Dans la continuité du premier thème cinéma de l’année, nous allons aujourd’hui nous pencher sur le film d’animation L'Île aux chiens de Wes Anderson. Le film sort en 2018 et est très bien reçu par la critique comme le public, son casting vocal cinq étoiles ainsi que l’inventivité de son récit et de sa mise en scène sont alors salués.
C’est un film qui utilise la technique du stop motion (ou animation en volume), technique déjà sublimée par son réalisateur dans le passé (Fantastic Mr. Fox). Wes Anderson est reconnu pour le style visuel très marqué de chacun de ses films ; que ce soit par l’originalité des décors, la symétrie des ses plans ou le travail sur la couleur, L’Ile aux chiens s’intègre parfaitement dans cette filmographie ainsi que dans notre cycle sur la thématique canine.
Le film relate l’histoire d’une bande de cinq chiens : Chief, Rex, Boss, Duke et King, qui essaie de survivre sur « l’île poubelle ». Leur présence sur cette l’île est le fait d’une décision municipale qui a pour but d’enrayer une crise sanitaire, propagée par les chiens, qui frappe la ville fictive de Megasaki. Plus tard, un avion s’écrase sur l’île, à son bord se trouve un garçon nommé Atari. Celui-ci est à la recherche de son chien, Spots. L’équipe décide alors de lui venir en aide, on apprendra plus tard que ce jeune orphelin est lié au maire de Megasaki : Kobayashi.
Comme pour sa précédente incursion dans l’animation, Wes Anderson choisit d’anthropomorphiser ses protagonistes par l’intermédiaire de la parole et surtout de la caractérisation pour susciter la réflexion sur de nombreux problèmes sociétaux. Le point important de cette critique porte sur nos rapports variables avec les animaux et notamment les chiens, s’ancrant en cela parfaitement dans notre cycle thématique.
Dès le prologue du film, le personnage de Jupiter présente les relations historiques entre humains et chiens à travers le récit des Guerres Canines. Ce récit explique comment la population canine, autrefois prospère, en est arrivée à la réalité qu’on lui connaît : celle d’être domestiqué par l’homme. Cette introduction insiste sur l’aspect réducteur de la domestication canine pour ensuite faire un parallèle évident avec la maltraitance animale, résumant ainsi parfaitement les rapports entre humains et chiens tels que présentés sur l’intégralité du film. Il existe cependant, au milieu de tous les humains, certains bienfaiteurs ici représentés par l’enfant guerrier puis plus tard par Atari qui lui ressemble trait pour trait. Dans leur trajectoire et leur écriture, les deux démontrent que l’espèce humaine n’est pas fondamentalement mauvaise.

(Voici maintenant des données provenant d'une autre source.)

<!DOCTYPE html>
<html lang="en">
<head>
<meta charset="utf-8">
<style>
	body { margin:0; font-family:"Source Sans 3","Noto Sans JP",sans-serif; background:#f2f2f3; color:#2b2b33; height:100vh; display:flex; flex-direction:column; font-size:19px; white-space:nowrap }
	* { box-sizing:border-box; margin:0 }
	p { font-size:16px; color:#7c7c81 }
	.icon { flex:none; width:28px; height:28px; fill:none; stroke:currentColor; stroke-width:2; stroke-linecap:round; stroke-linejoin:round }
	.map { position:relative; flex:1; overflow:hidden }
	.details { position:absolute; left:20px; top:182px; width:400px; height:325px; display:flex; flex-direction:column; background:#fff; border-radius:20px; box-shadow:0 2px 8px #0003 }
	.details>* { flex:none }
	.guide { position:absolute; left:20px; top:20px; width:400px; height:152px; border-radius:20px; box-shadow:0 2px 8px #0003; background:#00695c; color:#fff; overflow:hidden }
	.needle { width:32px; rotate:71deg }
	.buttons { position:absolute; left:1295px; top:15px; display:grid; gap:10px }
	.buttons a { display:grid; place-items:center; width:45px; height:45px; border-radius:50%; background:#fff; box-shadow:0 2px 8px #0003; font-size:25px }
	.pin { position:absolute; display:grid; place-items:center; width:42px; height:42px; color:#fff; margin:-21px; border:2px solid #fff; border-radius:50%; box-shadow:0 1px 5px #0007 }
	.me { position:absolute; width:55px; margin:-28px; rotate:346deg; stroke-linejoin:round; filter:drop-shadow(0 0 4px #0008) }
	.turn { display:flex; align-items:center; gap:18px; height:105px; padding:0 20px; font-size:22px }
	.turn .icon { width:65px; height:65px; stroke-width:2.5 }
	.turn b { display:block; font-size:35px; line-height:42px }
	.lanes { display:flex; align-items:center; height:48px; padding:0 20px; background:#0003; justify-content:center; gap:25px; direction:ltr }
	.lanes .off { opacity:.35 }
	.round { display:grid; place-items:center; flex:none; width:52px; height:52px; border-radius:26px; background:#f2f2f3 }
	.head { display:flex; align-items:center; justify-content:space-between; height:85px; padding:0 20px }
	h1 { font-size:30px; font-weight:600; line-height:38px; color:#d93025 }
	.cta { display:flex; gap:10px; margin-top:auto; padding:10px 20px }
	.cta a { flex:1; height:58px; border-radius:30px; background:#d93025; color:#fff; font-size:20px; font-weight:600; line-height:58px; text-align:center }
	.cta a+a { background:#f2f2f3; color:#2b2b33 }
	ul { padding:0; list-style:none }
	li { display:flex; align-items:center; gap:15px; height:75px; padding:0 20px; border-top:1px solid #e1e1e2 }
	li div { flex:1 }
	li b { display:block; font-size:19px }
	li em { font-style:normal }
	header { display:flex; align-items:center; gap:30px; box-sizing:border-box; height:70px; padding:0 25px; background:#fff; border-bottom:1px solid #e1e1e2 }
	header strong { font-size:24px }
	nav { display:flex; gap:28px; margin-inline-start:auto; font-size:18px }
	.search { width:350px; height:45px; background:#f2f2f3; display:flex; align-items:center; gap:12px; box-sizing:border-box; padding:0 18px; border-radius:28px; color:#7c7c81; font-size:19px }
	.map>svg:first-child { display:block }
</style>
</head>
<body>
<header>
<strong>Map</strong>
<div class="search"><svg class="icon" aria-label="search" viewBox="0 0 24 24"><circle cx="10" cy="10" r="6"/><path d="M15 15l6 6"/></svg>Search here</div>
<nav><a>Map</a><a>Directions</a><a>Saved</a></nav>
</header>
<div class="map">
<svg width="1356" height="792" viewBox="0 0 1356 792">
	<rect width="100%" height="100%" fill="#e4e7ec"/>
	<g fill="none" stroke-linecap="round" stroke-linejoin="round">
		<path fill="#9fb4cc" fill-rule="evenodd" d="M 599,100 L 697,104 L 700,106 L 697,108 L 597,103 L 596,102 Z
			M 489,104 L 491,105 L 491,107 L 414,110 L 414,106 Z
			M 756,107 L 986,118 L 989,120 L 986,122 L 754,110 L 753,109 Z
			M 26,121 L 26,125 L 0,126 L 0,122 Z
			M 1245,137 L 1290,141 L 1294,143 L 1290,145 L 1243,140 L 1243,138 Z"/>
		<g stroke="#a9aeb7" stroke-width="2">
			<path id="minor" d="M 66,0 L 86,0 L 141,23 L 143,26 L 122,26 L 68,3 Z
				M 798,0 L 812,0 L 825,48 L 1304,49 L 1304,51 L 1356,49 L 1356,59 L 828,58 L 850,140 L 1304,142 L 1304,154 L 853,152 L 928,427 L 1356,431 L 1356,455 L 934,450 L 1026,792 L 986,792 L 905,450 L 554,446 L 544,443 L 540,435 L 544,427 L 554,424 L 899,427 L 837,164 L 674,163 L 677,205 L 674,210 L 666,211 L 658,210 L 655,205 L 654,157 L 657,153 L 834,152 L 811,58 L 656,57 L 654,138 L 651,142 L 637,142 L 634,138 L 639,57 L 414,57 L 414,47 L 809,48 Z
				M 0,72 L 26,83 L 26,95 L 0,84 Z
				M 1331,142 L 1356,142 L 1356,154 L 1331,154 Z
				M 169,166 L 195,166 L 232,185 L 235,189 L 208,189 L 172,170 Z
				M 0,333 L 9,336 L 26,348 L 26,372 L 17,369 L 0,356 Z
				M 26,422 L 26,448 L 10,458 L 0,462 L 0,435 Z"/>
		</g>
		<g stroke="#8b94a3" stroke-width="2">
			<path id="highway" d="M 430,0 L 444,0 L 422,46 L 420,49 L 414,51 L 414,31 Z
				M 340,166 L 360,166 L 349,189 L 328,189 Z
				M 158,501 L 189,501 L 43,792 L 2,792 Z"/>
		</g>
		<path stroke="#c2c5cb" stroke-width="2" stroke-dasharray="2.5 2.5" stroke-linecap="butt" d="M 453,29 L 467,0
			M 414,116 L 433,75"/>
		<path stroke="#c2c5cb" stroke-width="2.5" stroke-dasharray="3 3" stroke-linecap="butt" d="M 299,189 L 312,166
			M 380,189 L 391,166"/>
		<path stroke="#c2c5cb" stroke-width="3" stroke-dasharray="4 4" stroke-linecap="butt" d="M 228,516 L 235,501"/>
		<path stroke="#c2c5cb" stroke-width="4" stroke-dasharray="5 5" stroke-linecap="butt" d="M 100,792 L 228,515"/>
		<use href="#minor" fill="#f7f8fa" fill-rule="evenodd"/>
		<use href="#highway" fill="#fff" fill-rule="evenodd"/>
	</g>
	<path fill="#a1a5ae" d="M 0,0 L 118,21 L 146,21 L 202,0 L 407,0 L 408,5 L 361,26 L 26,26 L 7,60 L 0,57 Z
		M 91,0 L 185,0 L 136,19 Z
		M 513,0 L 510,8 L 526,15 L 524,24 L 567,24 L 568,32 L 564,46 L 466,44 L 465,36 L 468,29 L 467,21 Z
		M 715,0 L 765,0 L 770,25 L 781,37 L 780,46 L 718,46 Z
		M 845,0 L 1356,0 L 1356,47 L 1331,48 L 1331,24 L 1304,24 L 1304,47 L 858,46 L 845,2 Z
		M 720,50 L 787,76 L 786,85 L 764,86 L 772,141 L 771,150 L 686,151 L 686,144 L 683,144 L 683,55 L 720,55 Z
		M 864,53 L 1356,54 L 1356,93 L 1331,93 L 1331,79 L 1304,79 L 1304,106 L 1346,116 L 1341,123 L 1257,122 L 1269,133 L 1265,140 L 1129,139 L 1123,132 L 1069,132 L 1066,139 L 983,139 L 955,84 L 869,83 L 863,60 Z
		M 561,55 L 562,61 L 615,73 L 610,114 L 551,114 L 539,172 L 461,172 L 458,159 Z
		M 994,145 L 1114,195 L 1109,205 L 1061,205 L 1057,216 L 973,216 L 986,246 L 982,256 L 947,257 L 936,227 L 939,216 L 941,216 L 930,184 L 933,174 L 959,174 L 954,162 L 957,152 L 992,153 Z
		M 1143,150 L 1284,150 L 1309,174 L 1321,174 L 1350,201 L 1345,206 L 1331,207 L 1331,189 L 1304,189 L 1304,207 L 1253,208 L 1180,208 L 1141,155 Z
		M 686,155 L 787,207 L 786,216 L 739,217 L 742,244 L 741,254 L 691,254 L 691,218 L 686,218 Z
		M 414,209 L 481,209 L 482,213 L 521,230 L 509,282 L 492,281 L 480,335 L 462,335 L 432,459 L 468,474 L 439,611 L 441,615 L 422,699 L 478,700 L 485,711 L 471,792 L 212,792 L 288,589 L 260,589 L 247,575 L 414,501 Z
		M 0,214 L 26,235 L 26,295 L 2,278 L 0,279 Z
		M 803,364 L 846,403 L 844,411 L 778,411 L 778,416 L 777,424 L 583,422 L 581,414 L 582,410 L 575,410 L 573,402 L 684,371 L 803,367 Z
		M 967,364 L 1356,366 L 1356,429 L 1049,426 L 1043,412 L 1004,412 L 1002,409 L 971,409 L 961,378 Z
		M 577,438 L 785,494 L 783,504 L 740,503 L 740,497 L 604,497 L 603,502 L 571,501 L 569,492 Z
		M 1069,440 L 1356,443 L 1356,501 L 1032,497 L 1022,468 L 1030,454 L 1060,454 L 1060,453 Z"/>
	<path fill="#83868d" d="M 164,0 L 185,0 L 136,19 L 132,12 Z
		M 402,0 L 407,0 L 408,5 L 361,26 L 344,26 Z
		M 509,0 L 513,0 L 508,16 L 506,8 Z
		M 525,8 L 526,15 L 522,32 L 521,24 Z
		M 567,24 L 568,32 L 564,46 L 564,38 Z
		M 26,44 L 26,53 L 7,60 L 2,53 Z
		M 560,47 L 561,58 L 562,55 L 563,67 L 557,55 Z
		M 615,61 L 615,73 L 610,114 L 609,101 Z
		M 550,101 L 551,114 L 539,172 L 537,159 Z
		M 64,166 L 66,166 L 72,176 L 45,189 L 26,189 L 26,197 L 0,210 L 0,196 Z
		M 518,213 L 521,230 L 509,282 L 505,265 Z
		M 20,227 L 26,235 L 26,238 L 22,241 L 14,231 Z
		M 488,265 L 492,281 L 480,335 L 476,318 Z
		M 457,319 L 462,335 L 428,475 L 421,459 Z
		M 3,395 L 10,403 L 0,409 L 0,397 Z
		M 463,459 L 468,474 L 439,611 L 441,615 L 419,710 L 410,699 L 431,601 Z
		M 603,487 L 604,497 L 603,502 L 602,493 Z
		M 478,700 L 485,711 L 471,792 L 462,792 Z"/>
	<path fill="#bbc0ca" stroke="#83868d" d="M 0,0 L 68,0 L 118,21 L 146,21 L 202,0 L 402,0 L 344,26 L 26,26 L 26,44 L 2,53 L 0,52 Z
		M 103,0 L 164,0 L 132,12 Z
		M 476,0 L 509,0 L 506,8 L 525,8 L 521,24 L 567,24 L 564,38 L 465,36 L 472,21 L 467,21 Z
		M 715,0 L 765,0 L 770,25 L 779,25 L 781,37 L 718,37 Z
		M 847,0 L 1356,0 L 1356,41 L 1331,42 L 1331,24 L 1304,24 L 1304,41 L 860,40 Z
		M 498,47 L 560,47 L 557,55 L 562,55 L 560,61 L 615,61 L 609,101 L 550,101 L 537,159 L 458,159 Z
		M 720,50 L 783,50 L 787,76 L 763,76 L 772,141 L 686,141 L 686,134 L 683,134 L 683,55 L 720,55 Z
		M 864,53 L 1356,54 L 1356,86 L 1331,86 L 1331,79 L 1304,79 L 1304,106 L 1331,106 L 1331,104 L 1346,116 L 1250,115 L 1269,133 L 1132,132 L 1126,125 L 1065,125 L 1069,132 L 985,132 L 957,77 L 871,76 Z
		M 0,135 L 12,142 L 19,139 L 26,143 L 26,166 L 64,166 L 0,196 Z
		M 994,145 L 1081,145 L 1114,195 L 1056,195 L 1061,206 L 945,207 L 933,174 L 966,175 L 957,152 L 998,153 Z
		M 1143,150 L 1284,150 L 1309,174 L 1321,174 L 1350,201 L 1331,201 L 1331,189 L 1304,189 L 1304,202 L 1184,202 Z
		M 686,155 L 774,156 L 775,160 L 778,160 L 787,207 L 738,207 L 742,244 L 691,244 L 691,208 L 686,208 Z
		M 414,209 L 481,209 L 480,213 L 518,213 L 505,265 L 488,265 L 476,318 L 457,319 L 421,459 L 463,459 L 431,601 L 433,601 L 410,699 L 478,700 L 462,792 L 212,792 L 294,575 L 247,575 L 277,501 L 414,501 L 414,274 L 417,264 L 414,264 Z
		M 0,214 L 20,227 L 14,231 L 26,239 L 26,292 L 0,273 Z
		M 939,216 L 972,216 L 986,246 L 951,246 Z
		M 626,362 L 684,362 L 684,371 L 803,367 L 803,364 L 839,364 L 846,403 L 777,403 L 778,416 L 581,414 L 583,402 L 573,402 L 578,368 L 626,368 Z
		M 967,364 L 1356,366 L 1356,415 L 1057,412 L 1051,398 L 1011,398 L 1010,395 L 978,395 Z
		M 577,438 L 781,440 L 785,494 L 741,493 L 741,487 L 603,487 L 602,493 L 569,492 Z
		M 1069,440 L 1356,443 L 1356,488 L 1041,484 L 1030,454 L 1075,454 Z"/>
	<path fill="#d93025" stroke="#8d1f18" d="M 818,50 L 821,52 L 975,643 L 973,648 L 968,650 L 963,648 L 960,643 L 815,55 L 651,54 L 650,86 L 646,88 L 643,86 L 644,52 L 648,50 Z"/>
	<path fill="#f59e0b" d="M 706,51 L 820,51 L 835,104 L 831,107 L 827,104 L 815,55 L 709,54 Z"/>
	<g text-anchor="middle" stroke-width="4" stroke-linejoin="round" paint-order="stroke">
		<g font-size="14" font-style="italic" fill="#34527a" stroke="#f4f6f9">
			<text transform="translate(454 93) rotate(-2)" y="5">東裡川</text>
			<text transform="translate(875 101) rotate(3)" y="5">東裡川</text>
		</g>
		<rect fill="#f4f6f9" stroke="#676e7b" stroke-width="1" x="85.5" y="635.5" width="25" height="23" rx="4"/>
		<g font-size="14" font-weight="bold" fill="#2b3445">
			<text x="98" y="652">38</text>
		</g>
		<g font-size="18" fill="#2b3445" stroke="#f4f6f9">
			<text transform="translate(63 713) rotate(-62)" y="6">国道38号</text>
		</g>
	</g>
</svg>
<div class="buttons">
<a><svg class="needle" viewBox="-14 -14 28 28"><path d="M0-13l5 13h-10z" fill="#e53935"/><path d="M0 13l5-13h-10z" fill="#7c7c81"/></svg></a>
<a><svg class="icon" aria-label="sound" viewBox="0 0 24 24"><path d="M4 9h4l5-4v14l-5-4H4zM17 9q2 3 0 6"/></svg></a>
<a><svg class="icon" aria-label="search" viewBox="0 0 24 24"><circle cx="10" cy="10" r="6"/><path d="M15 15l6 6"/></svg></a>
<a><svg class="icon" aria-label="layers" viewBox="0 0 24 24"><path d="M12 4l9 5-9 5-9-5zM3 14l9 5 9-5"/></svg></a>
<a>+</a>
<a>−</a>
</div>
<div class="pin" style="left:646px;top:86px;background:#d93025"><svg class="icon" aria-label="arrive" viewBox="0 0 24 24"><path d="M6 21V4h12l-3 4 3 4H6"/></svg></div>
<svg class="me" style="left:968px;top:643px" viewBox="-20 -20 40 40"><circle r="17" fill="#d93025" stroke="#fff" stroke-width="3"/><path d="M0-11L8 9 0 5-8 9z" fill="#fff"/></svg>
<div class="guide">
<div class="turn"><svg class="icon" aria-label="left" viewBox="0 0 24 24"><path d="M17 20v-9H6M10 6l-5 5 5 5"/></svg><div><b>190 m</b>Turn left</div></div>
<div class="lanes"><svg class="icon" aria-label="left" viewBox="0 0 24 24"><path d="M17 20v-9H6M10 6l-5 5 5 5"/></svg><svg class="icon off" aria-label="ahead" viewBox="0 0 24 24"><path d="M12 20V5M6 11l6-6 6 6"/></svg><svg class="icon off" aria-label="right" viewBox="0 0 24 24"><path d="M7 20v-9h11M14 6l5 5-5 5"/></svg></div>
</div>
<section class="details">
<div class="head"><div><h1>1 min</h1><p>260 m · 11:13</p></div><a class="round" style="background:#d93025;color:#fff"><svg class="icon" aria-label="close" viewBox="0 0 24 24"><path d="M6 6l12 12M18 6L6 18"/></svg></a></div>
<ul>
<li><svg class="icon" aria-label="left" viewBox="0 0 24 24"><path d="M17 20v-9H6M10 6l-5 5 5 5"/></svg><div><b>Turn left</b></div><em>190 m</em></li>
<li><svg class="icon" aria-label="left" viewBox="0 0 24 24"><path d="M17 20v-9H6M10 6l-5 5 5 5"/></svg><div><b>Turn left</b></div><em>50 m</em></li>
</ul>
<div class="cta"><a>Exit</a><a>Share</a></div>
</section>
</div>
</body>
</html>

A l’échelle du film, on constate que la dénonciation de la condition animale se double de beaucoup de parallèles avec l’Histoire humaine. On le voit par la question guerrière, les grandes pandémies ou encore la déportation au centre du récit.
Aussi les grands défis écologiques sont mis en avant dans la globalité de l’œuvre. On observe ainsi plusieurs protagonistes, en conflit perpétuel avec le pouvoir en place, grossièrement corrompu, ces protagonistes ont pour point commun de tous appartenir à une jeune génération bien plus consciente des enjeux écologiques et, toujours, de la condition animale.
Là où les personnages humains adultes sont absolument tous détestables, l’exception de la communauté scientifique symbolise le progrès, les personnages canins se révèlent eux étonnamment diplomatiques et rationnels, loin des dérives totalitaires de la municipalité. Ce sens de la diplomatie se poursuit à travers le film, il est notamment question de voter pour prendre les décisions les plus civilisées, à l’inverse des humains.
On peut relever un dernier point qui participe au questionnement de nos relations avec les animaux, c’est celui de la technologie et du progrès technique. On le constate tout d’abord sur le terrain de la question écologique de par la conception environnementale de la ville de Megasaki : ville ultra futuriste préfigurant de futures mégapoles mondiales.
Les dérives relatives à notre appétence pour la technologie vont même jusqu’à remplacer nos compagnons par des répliques robotiques. Les prothèses que portent les chiens anciennement mutilés par les hommes leur donnent en outre un aspect dérangeant, leur design concourant ainsi à dénoncer les ravages de l’homme sur leur apparence. Cela renforce le malaise que pose le transhumanisme sous-jacent compte tenu de la dimension anthropomorphique des personnages.
Si la technologie qui les répare est d’origine humaine, leur mutilation l’est tout autant et figure ainsi à l’image ce que le film ne fait que soulevé sur toute sa durée : le chien souffre de la présence de l’homme tout en continuant à lui rester fidèle. L’espoir d’un avenir meilleur demeure malgré tout, le film agit ainsi un peu comme une fable moderne : réflexive et profondément optimiste malgré la dureté de son propos.